Kathleen Rooney, "You Know How I Worry About You Dying"
David Hart, "Pourriture nobile"
Lyn Lifshin
E Mail #77 I Can’t Send
did you feel like
an escort? Did
you feel like a
gigolo driving
Ms. Lifshin.
title of an E
Mail you sent
me before I
sensed you
wouldn’t send
more. I suppose
you never were
trained to be
one. You were
never on time
and aren’t
escorts supposed
to dress natty?
Not in wrinkled
running shorts,
isn’t a gigolo
supposed to be
stunning? You
were, tho, and
that’s where this
poem falls apart—
I’m not in the same
anguish I was, in
the agony when
other things this
week left me. But
I think if I write
you into poems
you’ll appear. I
wonder if I could
think of something
awful you did it
would be easier to
forget you. Instead,
one woman writes me
says he was “a dear”
says she’d like to write
you. Another calls
you a hunk.

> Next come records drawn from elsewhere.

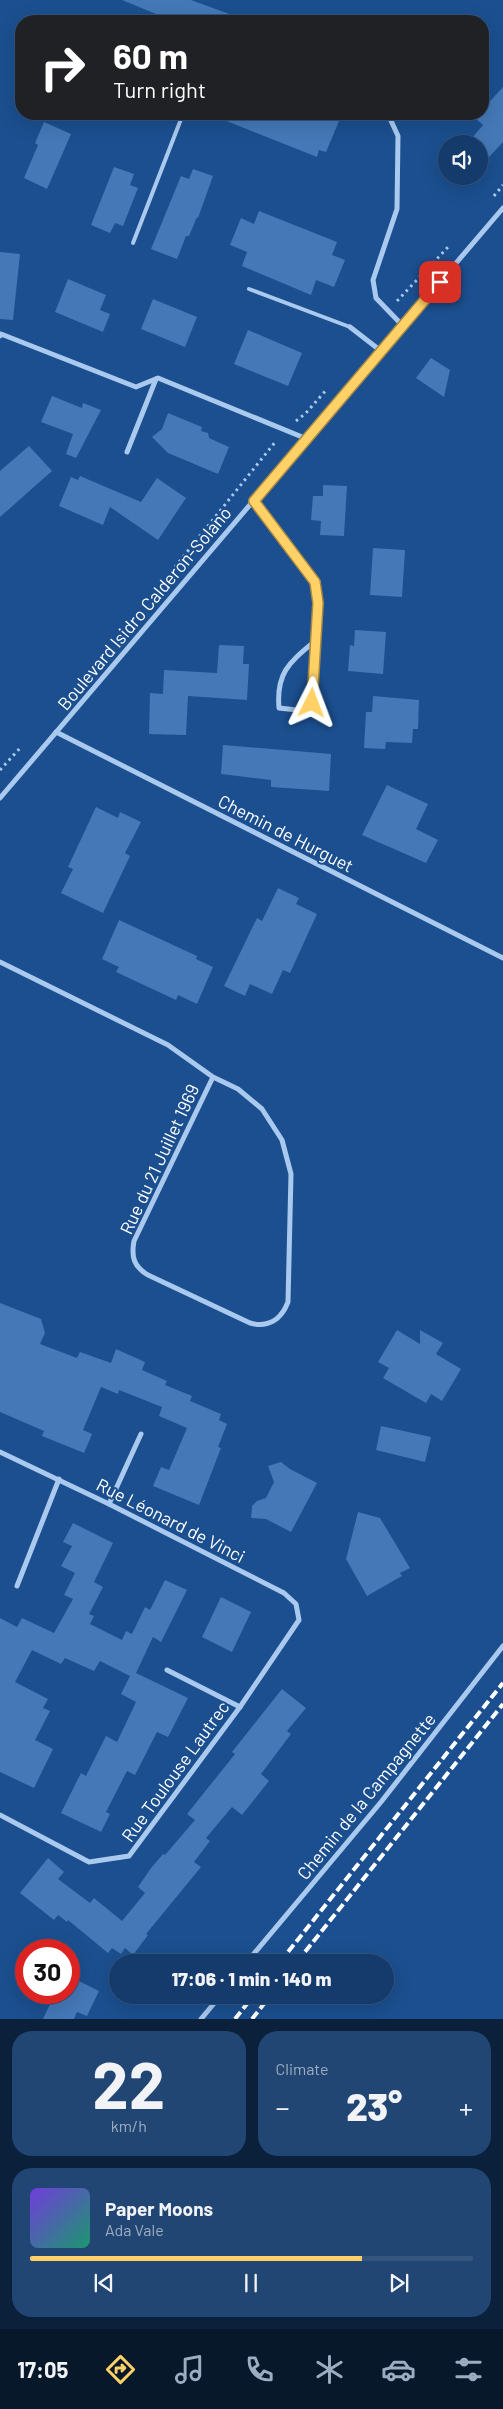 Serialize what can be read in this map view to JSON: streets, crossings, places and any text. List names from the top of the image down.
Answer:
{
  "streets": {
    "street": [
      "Boulevard Isidro Calderon-Solano",
      "Chemin de Hurguet",
      "Rue du 21 Juillet 1969",
      "Rue Léonard de Vinci",
      "Rue Toulouse Lautrec",
      "Chemin de la Campagnette"
    ]
  },
  "crossings": [
    ["Boulevard Isidro Calderon-Solano", "Chemin de Hurguet"],
    ["Rue Léonard de Vinci", "Rue Toulouse Lautrec"]
  ],
  "page": {
    "turn": ["60 m", "Turn right"],
    "limit": "30",
    "trip": "17:06 · 1 min · 140 m",
    "tile": [
      ["22", "km/h"],
      "Climate"
    ],
    "heat": ["−", "23°", "+"],
    "song": ["Paper Moons", "Ada Vale"],
    "tabs": "17:05"
  }
}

Another
says “I can see why
you find him fascinating.”
Weeks before he
wrote “do I sense a
change in a lowering of
the temperature?” as if
he could taste my
fear. He hadn’t even
kissed me when he put my
jacket in his closet as
if it was me, left it while
we went for drinks.
When we came back at
midnight for the late
night slam he showered,
said you don’t want to
take anything with you
do you as if that way we’d
come back at 3 or 4 and
it would be too late
for me to leave.
But I wasn’t sure
what he was thinking.
He said he was leaving his
wife because she could
not communicate and
because she’s Russian,
has always kept
things inside. Well, I’m
Russian too but if he
was closer I’d tell him I
think the one who isn’t
saying what he means
is you
Kathleen Rooney
You Know How I Worry About You Dying
before me. So even in my dreams,
you mess with me, pretending
you’ve been killed—a cowboy shot
in an Indian ambush. (My dreams
aren’t PC, okay?) And as you lie
there in the dust, eyes glassy,
life oozing from your wound,
I rush to your side ready to stanch
the bleeding with my petticoat,
your bandana, anything at hand,
begging you not to give up the ghost
because with you, life is essential.
Without you, it’s all the rest—assorted
boring mises en scenes, monotonous
landscapes unbroken by mountains
of trees, me drifting like a stupid drab
tumbleweed. I plead like this until
you stand, smile, brush the sand
from your chaps, and show me:
the arrow’s not through your heart,
just stuck under your arm.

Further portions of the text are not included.